Restate each of the lines given below, word for word.

INFORMATION PROVIDED below:

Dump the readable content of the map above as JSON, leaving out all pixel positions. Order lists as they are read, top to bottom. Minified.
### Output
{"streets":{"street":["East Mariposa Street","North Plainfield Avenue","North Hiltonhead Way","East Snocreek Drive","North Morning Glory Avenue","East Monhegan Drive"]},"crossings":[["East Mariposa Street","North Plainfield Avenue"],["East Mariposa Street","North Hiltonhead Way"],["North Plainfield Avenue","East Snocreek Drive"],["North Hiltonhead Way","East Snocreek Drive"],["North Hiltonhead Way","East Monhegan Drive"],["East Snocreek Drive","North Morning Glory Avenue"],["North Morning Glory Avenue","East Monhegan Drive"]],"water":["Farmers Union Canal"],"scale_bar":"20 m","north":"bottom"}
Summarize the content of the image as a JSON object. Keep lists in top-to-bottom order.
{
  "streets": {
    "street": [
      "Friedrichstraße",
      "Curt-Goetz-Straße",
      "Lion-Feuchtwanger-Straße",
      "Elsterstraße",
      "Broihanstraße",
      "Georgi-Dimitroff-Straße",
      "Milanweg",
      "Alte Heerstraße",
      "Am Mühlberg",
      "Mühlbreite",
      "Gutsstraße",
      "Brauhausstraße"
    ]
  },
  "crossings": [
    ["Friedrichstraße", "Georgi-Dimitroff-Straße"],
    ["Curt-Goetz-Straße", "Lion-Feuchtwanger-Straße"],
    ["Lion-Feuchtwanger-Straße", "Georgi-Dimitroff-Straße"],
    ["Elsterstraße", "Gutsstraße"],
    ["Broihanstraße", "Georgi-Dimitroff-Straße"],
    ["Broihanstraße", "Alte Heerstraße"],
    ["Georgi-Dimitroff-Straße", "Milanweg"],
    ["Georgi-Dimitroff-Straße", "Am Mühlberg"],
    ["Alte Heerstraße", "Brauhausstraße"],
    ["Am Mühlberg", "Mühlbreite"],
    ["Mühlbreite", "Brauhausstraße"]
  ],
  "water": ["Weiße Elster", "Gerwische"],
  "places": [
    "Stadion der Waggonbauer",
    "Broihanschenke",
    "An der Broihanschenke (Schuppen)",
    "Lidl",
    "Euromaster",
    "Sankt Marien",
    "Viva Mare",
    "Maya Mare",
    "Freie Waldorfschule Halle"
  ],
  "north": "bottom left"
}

End of INFORMATION PROVIDED.

YOUR RESPONSE:
Dump the readable content of the map above as JSON, leaving out all pixel positions. Order lists as they are read, top to bottom. Minified.
### Output
{"streets":{"street":["East Mariposa Street","North Plainfield Avenue","North Hiltonhead Way","East Snocreek Drive","North Morning Glory Avenue","East Monhegan Drive"]},"crossings":[["East Mariposa Street","North Plainfield Avenue"],["East Mariposa Street","North Hiltonhead Way"],["North Plainfield Avenue","East Snocreek Drive"],["North Hiltonhead Way","East Snocreek Drive"],["North Hiltonhead Way","East Monhegan Drive"],["East Snocreek Drive","North Morning Glory Avenue"],["North Morning Glory Avenue","East Monhegan Drive"]],"water":["Farmers Union Canal"],"scale_bar":"20 m","north":"bottom"}
Summarize the content of the image as a JSON object. Keep lists in top-to-bottom order.
{
  "streets": {
    "street": [
      "Friedrichstraße",
      "Curt-Goetz-Straße",
      "Lion-Feuchtwanger-Straße",
      "Elsterstraße",
      "Broihanstraße",
      "Georgi-Dimitroff-Straße",
      "Milanweg",
      "Alte Heerstraße",
      "Am Mühlberg",
      "Mühlbreite",
      "Gutsstraße",
      "Brauhausstraße"
    ]
  },
  "crossings": [
    ["Friedrichstraße", "Georgi-Dimitroff-Straße"],
    ["Curt-Goetz-Straße", "Lion-Feuchtwanger-Straße"],
    ["Lion-Feuchtwanger-Straße", "Georgi-Dimitroff-Straße"],
    ["Elsterstraße", "Gutsstraße"],
    ["Broihanstraße", "Georgi-Dimitroff-Straße"],
    ["Broihanstraße", "Alte Heerstraße"],
    ["Georgi-Dimitroff-Straße", "Milanweg"],
    ["Georgi-Dimitroff-Straße", "Am Mühlberg"],
    ["Alte Heerstraße", "Brauhausstraße"],
    ["Am Mühlberg", "Mühlbreite"],
    ["Mühlbreite", "Brauhausstraße"]
  ],
  "water": ["Weiße Elster", "Gerwische"],
  "places": [
    "Stadion der Waggonbauer",
    "Broihanschenke",
    "An der Broihanschenke (Schuppen)",
    "Lidl",
    "Euromaster",
    "Sankt Marien",
    "Viva Mare",
    "Maya Mare",
    "Freie Waldorfschule Halle"
  ],
  "north": "bottom left"
}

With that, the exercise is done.